[Source data — start]
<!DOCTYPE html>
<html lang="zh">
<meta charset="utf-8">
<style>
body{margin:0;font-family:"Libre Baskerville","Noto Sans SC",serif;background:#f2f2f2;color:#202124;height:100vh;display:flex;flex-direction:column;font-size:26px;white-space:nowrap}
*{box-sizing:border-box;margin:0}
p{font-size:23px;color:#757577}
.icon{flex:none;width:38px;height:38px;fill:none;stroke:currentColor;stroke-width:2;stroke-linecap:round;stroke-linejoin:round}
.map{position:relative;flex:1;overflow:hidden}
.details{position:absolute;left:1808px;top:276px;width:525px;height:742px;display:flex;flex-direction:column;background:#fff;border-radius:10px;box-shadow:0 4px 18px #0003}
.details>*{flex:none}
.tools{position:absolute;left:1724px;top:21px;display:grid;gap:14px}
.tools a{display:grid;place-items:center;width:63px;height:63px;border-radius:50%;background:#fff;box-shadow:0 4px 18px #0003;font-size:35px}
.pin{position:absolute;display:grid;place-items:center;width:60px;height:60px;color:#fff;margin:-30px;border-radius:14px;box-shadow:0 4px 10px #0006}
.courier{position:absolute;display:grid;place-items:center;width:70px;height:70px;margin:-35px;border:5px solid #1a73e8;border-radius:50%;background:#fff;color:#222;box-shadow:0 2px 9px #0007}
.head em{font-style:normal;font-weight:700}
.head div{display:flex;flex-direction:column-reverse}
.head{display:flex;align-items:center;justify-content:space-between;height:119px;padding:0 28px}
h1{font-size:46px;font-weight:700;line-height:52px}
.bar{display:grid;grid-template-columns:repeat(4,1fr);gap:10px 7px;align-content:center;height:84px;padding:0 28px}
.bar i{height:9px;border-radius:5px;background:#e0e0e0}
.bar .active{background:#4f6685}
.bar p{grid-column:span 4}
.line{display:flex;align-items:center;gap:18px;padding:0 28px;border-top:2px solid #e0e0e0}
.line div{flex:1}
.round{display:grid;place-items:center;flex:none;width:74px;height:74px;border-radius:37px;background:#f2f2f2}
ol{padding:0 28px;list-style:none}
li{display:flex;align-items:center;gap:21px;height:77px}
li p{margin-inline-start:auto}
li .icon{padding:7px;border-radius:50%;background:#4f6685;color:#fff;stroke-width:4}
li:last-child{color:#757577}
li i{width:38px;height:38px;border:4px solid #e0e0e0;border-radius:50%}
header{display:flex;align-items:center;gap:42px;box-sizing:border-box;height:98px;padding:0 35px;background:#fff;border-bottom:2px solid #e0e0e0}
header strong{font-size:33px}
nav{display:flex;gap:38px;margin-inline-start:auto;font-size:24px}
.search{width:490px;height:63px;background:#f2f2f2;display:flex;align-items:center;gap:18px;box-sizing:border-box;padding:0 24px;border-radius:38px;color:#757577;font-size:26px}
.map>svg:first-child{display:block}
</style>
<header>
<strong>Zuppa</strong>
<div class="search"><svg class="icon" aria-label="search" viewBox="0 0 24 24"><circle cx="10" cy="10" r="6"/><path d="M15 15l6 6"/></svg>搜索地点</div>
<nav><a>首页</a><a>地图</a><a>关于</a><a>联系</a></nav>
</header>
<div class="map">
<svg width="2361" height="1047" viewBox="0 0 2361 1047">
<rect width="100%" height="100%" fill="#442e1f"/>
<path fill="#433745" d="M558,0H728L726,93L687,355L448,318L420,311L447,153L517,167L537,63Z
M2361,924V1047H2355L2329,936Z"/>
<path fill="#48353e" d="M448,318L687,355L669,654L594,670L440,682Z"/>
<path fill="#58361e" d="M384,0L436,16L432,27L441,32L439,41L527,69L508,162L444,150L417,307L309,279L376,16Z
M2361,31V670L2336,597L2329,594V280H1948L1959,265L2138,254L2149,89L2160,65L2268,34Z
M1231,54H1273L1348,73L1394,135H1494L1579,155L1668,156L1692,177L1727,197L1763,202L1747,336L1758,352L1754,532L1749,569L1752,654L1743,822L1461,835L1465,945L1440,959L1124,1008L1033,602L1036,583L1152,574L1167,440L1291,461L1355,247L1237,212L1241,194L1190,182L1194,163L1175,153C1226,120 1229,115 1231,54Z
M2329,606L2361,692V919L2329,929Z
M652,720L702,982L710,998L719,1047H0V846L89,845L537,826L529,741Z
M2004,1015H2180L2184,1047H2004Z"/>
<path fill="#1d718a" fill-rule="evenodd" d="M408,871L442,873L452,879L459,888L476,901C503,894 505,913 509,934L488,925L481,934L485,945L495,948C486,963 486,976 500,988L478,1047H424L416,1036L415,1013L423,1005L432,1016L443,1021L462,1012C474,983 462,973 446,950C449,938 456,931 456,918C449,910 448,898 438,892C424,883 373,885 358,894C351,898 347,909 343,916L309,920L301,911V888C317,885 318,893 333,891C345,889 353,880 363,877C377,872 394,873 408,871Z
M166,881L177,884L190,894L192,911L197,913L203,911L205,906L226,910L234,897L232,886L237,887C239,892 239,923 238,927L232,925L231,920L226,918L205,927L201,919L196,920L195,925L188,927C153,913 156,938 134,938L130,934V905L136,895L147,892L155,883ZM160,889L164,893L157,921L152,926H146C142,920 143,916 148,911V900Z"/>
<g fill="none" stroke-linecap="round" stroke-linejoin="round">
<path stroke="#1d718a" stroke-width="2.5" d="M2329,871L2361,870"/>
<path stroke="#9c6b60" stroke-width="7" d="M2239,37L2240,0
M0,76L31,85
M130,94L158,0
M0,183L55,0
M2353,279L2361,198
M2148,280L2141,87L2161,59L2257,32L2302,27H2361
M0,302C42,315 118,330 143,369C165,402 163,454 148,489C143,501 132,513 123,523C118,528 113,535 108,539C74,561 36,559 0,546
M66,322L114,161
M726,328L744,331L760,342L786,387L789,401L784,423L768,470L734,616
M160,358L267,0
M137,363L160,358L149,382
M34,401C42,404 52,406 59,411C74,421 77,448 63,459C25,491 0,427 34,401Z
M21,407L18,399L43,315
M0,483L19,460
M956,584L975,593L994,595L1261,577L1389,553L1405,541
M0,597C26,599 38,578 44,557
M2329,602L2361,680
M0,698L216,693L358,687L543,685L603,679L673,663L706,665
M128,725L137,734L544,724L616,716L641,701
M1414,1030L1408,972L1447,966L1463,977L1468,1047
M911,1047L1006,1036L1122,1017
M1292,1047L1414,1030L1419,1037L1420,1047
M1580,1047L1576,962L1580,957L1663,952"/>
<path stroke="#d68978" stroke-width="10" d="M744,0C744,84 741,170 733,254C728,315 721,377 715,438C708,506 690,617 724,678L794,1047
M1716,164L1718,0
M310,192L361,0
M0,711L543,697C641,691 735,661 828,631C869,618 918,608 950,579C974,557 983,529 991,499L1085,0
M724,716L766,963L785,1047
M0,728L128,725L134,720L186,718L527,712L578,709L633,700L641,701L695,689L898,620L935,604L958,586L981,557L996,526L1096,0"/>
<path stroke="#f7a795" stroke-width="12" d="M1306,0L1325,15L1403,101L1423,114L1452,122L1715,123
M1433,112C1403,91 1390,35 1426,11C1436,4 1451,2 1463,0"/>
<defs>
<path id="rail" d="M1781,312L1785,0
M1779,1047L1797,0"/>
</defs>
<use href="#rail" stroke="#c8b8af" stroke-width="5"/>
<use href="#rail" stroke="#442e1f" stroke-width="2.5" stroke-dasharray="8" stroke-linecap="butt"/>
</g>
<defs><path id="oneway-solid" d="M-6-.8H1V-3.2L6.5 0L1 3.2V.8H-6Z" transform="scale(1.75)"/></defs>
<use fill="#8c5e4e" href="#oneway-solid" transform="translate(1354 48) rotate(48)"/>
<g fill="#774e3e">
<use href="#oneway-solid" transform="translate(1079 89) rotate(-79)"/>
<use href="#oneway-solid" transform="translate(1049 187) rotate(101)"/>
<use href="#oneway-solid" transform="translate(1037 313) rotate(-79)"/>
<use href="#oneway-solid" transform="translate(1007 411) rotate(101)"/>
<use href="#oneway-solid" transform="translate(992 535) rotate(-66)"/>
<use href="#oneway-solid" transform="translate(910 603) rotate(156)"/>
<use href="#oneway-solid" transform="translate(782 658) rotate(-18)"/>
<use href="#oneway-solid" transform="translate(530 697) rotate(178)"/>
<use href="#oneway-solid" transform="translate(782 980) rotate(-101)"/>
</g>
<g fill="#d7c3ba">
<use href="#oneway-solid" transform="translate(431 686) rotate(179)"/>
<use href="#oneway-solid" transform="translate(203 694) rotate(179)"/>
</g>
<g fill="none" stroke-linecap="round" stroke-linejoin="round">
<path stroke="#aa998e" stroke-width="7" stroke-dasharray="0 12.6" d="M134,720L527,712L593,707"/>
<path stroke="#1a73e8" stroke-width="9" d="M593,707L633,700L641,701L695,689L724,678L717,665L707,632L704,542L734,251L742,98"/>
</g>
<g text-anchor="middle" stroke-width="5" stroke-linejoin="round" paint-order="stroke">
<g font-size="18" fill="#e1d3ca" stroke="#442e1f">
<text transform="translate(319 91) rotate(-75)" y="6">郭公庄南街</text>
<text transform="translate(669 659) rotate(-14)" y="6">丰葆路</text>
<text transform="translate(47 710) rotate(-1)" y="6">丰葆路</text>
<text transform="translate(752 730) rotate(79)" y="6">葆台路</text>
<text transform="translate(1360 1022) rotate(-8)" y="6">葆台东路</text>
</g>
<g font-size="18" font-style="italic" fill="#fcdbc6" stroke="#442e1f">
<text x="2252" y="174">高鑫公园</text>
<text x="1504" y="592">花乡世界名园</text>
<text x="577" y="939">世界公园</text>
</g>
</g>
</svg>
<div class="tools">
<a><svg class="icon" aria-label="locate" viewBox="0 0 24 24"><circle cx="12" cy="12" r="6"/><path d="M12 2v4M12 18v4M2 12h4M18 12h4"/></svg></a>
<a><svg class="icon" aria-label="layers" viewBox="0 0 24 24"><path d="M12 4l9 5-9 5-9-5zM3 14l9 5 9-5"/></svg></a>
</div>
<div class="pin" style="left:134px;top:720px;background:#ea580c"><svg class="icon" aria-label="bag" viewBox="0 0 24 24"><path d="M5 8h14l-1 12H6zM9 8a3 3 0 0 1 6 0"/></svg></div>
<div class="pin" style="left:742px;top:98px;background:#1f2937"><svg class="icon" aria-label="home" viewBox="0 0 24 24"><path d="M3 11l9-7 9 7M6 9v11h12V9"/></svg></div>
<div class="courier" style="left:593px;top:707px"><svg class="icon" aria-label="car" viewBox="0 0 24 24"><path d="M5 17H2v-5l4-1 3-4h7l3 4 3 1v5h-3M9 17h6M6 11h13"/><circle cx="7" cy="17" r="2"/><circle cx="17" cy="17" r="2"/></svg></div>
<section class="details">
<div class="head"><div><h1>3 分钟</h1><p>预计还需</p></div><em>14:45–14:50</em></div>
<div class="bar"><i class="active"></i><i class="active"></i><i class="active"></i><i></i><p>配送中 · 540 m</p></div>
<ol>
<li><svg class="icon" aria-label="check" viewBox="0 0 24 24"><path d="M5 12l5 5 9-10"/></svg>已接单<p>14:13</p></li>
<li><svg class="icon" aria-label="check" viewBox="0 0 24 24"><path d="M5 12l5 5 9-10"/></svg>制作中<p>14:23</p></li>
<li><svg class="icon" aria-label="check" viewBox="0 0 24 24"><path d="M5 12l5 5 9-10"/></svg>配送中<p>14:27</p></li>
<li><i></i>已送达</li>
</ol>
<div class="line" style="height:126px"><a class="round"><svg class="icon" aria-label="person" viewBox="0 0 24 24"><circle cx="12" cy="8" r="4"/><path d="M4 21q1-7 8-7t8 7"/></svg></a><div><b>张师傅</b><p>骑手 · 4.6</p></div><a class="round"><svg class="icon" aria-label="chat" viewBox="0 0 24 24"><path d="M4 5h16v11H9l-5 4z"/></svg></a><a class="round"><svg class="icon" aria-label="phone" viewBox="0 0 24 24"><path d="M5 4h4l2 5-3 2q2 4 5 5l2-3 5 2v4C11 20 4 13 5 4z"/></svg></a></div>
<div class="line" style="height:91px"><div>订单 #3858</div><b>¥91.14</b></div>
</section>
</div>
[Source data — finish]
What you are asked to do —
Having found the line with "2v4M12 18v4M2 12h4M18", transcribe it and each line after it to the end of the entries, with no other lines.

Solved problem —
<a><svg class="icon" aria-label="locate" viewBox="0 0 24 24"><circle cx="12" cy="12" r="6"/><path d="M12 2v4M12 18v4M2 12h4M18 12h4"/></svg></a>
<a><svg class="icon" aria-label="layers" viewBox="0 0 24 24"><path d="M12 4l9 5-9 5-9-5zM3 14l9 5 9-5"/></svg></a>
</div>
<div class="pin" style="left:134px;top:720px;background:#ea580c"><svg class="icon" aria-label="bag" viewBox="0 0 24 24"><path d="M5 8h14l-1 12H6zM9 8a3 3 0 0 1 6 0"/></svg></div>
<div class="pin" style="left:742px;top:98px;background:#1f2937"><svg class="icon" aria-label="home" viewBox="0 0 24 24"><path d="M3 11l9-7 9 7M6 9v11h12V9"/></svg></div>
<div class="courier" style="left:593px;top:707px"><svg class="icon" aria-label="car" viewBox="0 0 24 24"><path d="M5 17H2v-5l4-1 3-4h7l3 4 3 1v5h-3M9 17h6M6 11h13"/><circle cx="7" cy="17" r="2"/><circle cx="17" cy="17" r="2"/></svg></div>
<section class="details">
<div class="head"><div><h1>3 分钟</h1><p>预计还需</p></div><em>14:45–14:50</em></div>
<div class="bar"><i class="active"></i><i class="active"></i><i class="active"></i><i></i><p>配送中 · 540 m</p></div>
<ol>
<li><svg class="icon" aria-label="check" viewBox="0 0 24 24"><path d="M5 12l5 5 9-10"/></svg>已接单<p>14:13</p></li>
<li><svg class="icon" aria-label="check" viewBox="0 0 24 24"><path d="M5 12l5 5 9-10"/></svg>制作中<p>14:23</p></li>
<li><svg class="icon" aria-label="check" viewBox="0 0 24 24"><path d="M5 12l5 5 9-10"/></svg>配送中<p>14:27</p></li>
<li><i></i>已送达</li>
</ol>
<div class="line" style="height:126px"><a class="round"><svg class="icon" aria-label="person" viewBox="0 0 24 24"><circle cx="12" cy="8" r="4"/><path d="M4 21q1-7 8-7t8 7"/></svg></a><div><b>张师傅</b><p>骑手 · 4.6</p></div><a class="round"><svg class="icon" aria-label="chat" viewBox="0 0 24 24"><path d="M4 5h16v11H9l-5 4z"/></svg></a><a class="round"><svg class="icon" aria-label="phone" viewBox="0 0 24 24"><path d="M5 4h4l2 5-3 2q2 4 5 5l2-3 5 2v4C11 20 4 13 5 4z"/></svg></a></div>
<div class="line" style="height:91px"><div>订单 #3858</div><b>¥91.14</b></div>
</section>
</div>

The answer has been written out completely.